Exercise aim: Take every record and write it out again exactly, with no images included.

START Extracted material

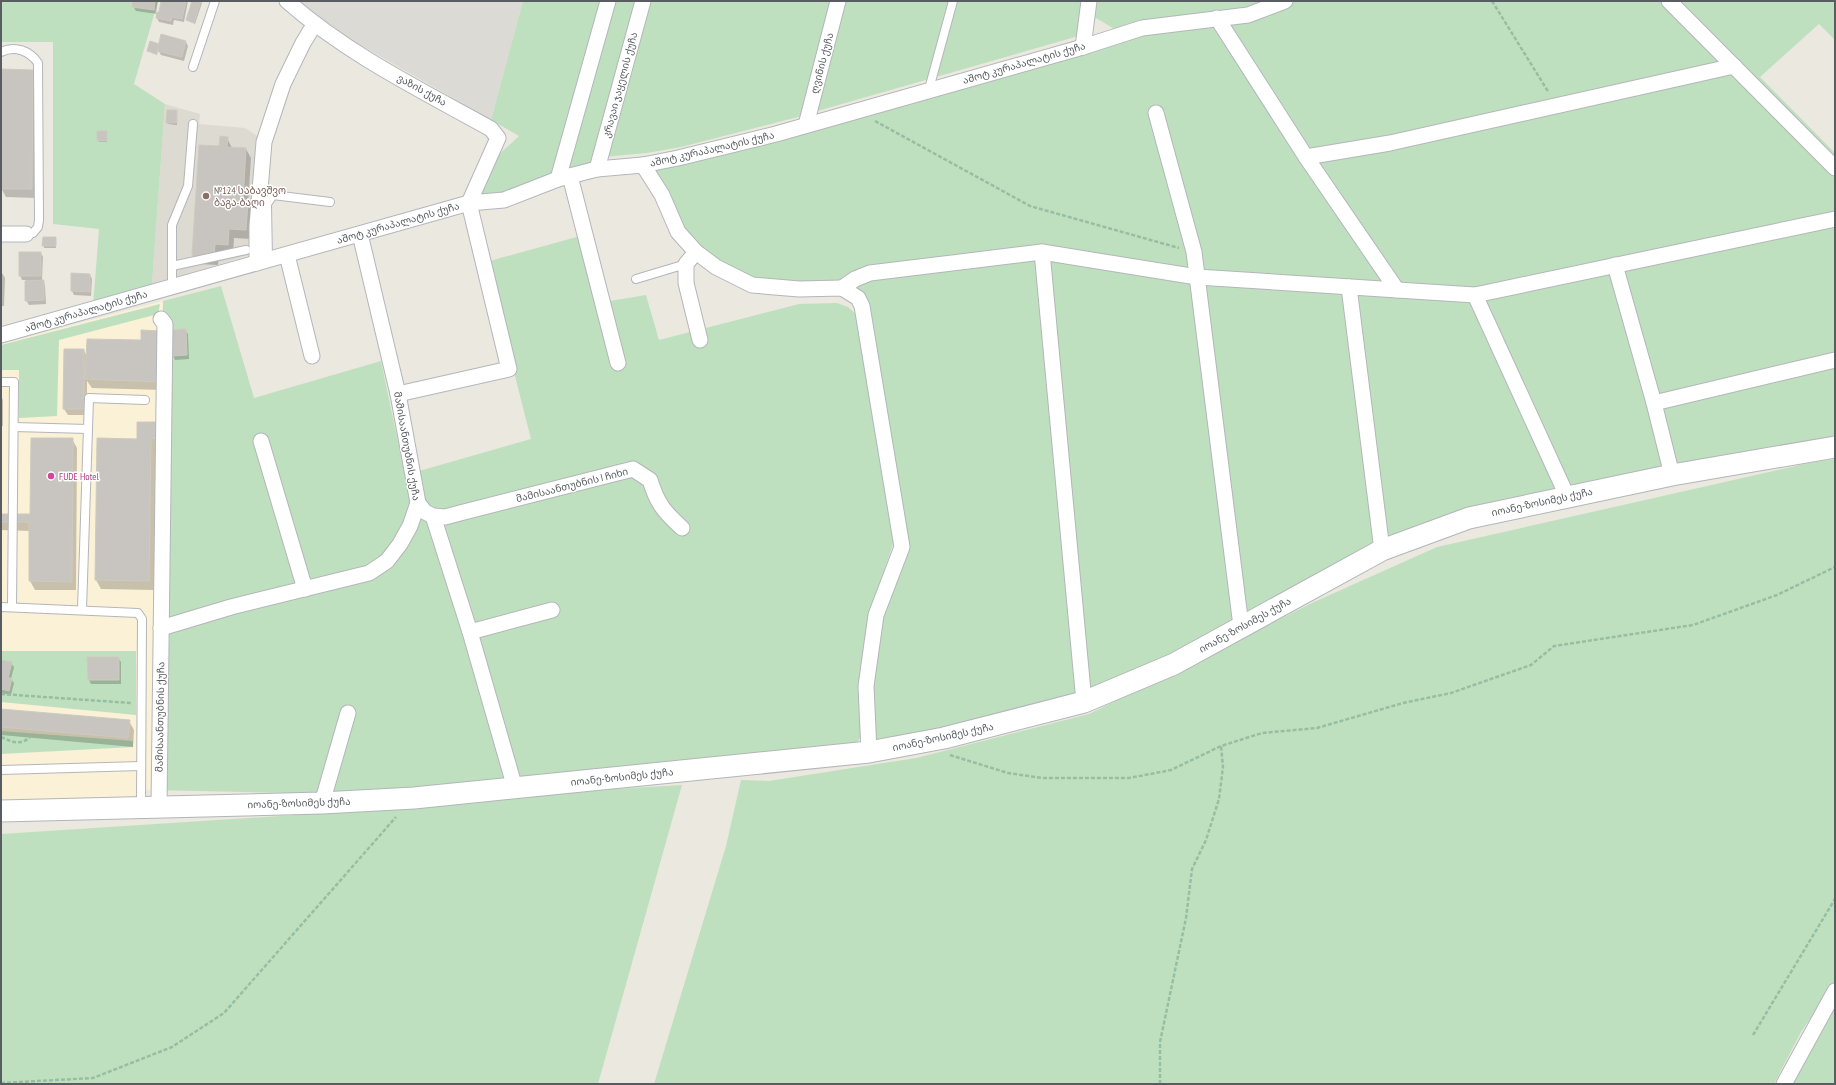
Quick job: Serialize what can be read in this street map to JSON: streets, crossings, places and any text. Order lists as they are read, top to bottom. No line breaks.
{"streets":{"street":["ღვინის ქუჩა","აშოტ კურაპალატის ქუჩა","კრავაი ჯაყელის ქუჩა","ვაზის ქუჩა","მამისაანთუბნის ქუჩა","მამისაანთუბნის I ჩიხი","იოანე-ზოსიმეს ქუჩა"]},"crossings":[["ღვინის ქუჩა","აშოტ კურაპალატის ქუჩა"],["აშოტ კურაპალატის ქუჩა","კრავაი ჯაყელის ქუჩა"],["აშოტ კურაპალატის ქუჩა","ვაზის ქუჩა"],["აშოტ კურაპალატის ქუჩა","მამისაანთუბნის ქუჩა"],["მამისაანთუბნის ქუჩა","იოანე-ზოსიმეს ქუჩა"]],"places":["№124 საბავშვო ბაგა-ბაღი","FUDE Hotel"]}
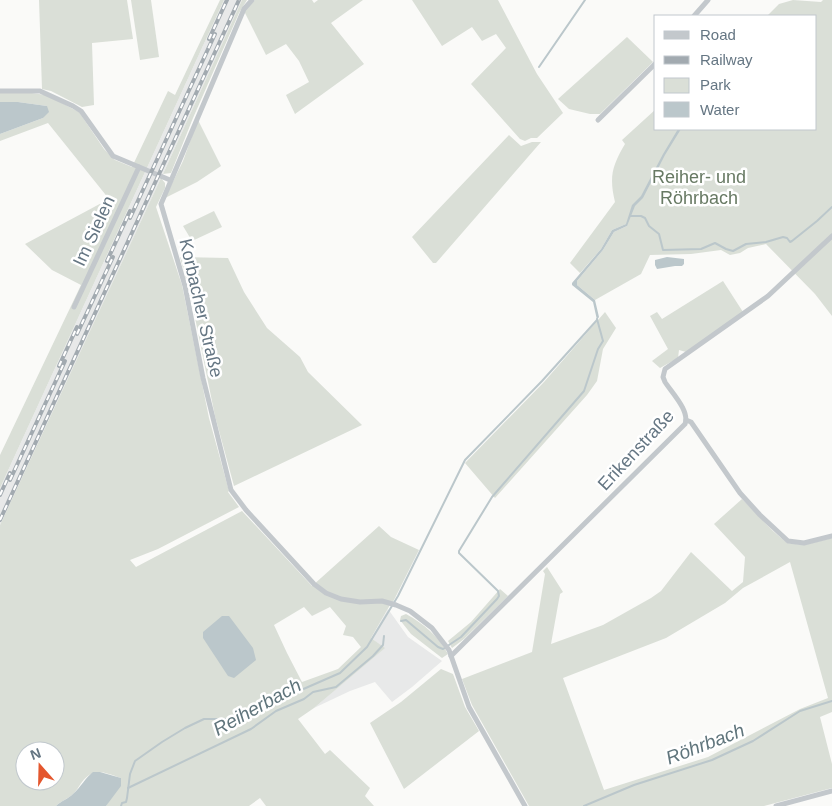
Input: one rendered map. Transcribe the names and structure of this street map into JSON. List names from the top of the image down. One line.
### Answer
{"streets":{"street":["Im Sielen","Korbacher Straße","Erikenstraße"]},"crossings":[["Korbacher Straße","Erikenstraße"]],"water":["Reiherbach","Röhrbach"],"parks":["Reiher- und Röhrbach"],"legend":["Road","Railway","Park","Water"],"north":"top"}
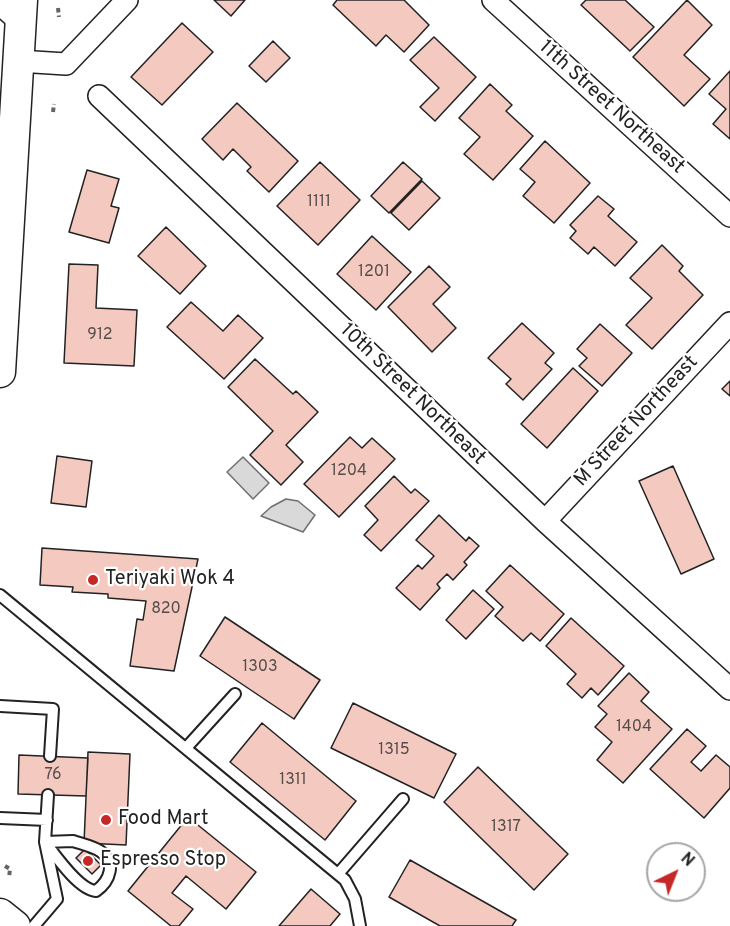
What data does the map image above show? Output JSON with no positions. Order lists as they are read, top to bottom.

END Extracted material

Output:
Quick job: Serialize what can be read in this street map to JSON: streets, crossings, places and any text. Order lists as they are read, top to bottom. No line breaks.
{"streets":{"street":["ღვინის ქუჩა","აშოტ კურაპალატის ქუჩა","კრავაი ჯაყელის ქუჩა","ვაზის ქუჩა","მამისაანთუბნის ქუჩა","მამისაანთუბნის I ჩიხი","იოანე-ზოსიმეს ქუჩა"]},"crossings":[["ღვინის ქუჩა","აშოტ კურაპალატის ქუჩა"],["აშოტ კურაპალატის ქუჩა","კრავაი ჯაყელის ქუჩა"],["აშოტ კურაპალატის ქუჩა","ვაზის ქუჩა"],["აშოტ კურაპალატის ქუჩა","მამისაანთუბნის ქუჩა"],["მამისაანთუბნის ქუჩა","იოანე-ზოსიმეს ქუჩა"]],"places":["№124 საბავშვო ბაგა-ბაღი","FUDE Hotel"]}
Input: one rendered map. Transcribe the names and structure of this street map into JSON. List names from the top of the image down. One line.
### Answer
{"streets":{"street":["Im Sielen","Korbacher Straße","Erikenstraße"]},"crossings":[["Korbacher Straße","Erikenstraße"]],"water":["Reiherbach","Röhrbach"],"parks":["Reiher- und Röhrbach"],"legend":["Road","Railway","Park","Water"],"north":"top"}
What data does the map image above show? Output JSON with no positions. Order lists as they are read, top to bottom.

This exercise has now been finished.